Steve McQueen directs a prison movie far from escapist. By DAVID LEVINSON.

LENDING a savage intimacy to the spirit of Bobby Sands – the IRA radical who spearheaded the Irish prison-strikes of 1981 – Hunger is a no-holds-barred immersion in human suffering. Directed by Steve McQueen, and winner of the Camera d’Or at Cannes, the film confines itself to the Maze prison in County Down, where Sands (Michael Fassbender) is being held for the possession of firearms; upon greeting a newly-appointed cellmate, he bitterly reveals that he’s been sentenced to 12 years imprisonment. But any recourse to the comfort of time (no matter how slight) is cut short by the permanence of the two men’s surroundings – a sterile, baby-yellow lockup, the walls of which have been smeared in shit. Even the panacea of religion offers no comfort, as seen during a scene where Sands meets with a visiting priest (played by Liam Cunningham), who engages him in a theological debate over the merits of a proposed hunger-strike; curtly rejecting the priest’s qualms, Sands confirms that McQueen’s aim – beyond political and religious descant – is to restore to the abstract tide of history a physical sense of suffering. Thus, as openly fetishistic as any Cremaster movie, Hunger exploits the body as a medium: Prisoners spill urine into the hallway in protest, watching as lone puddles magnetically seep together; men outfitted in riot gear violently bear down on naked flesh; food, abandoned for days, writhes with maggots.

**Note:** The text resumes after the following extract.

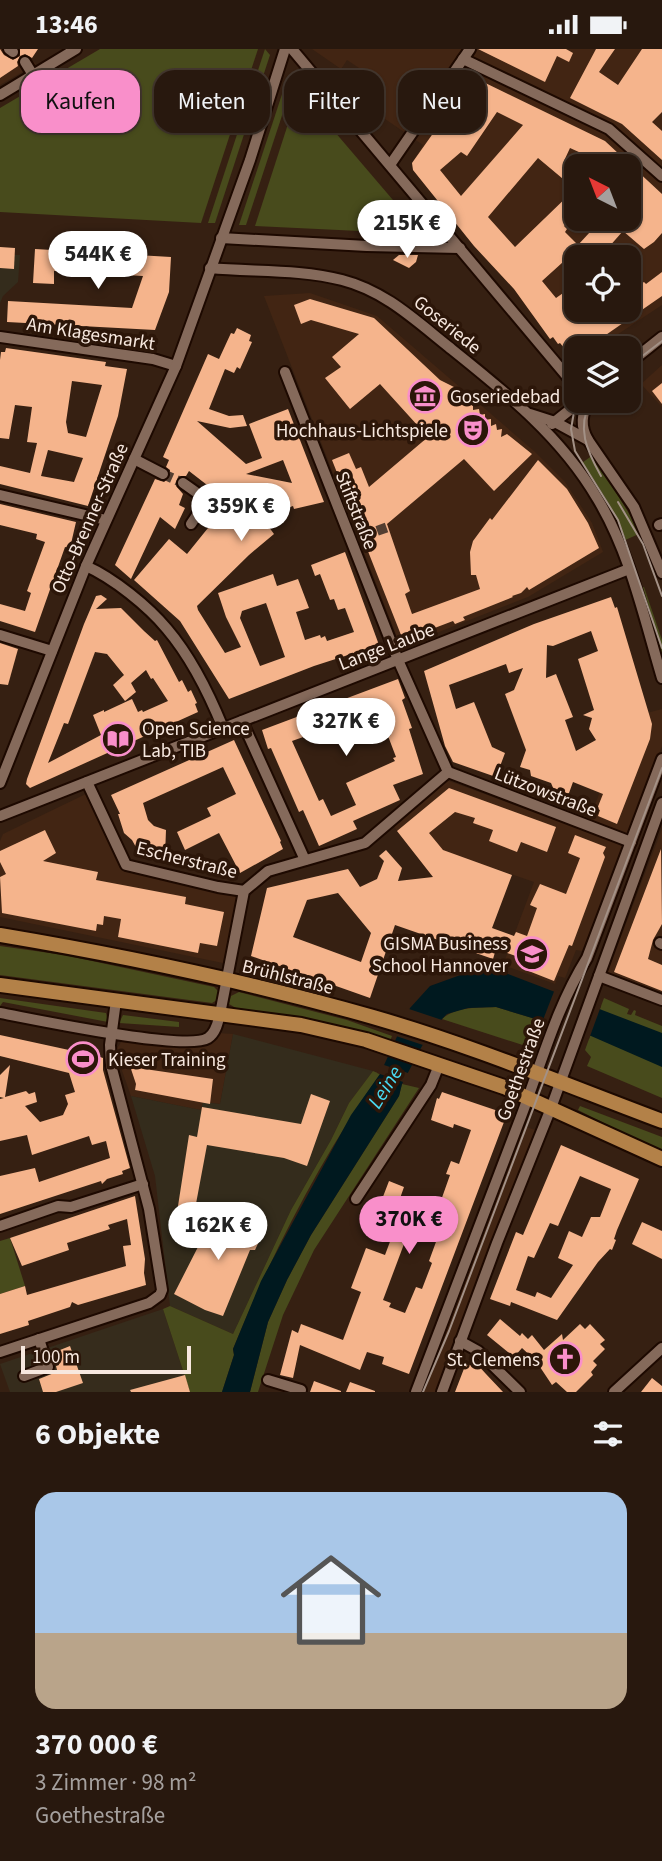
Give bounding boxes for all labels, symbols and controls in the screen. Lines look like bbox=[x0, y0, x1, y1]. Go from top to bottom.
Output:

In his fearless commitment to the verité of prison life, McQueen offers a study of individual lives shorn away by institutional role-playing, observing as the gap between prisoners and guards repeatedly dissolves into ceremonial violence. Unlike van Sant though, whose cutting between discrete viewpoints borders on ambiant portraiture, McQueen uses the approach to glib ends: The opening segment, for instance, dedicated to the anal morning routine of a prison guard, seems to exist only to provide a banal contrast to his later-revealed monstrosity. Meanwhile, on the Republican side-of-the-fence, there’s the blunt cut from a radio excerpt – voicing the refusal of the government to grant exceptional status to political prisoners – to a prisoner demanding he be allowed to wear his own clothing. McQueen may reason that the veracity of his images trump story concerns, but while seemingly minor in the scale of things, these faults decenter the movie; as directors like Hou Hsiao-hsien and José Luis Guerín have proved thus far, experimental narratives are a delicate balancing act – one that McQueen feels too dual-minded to pull off.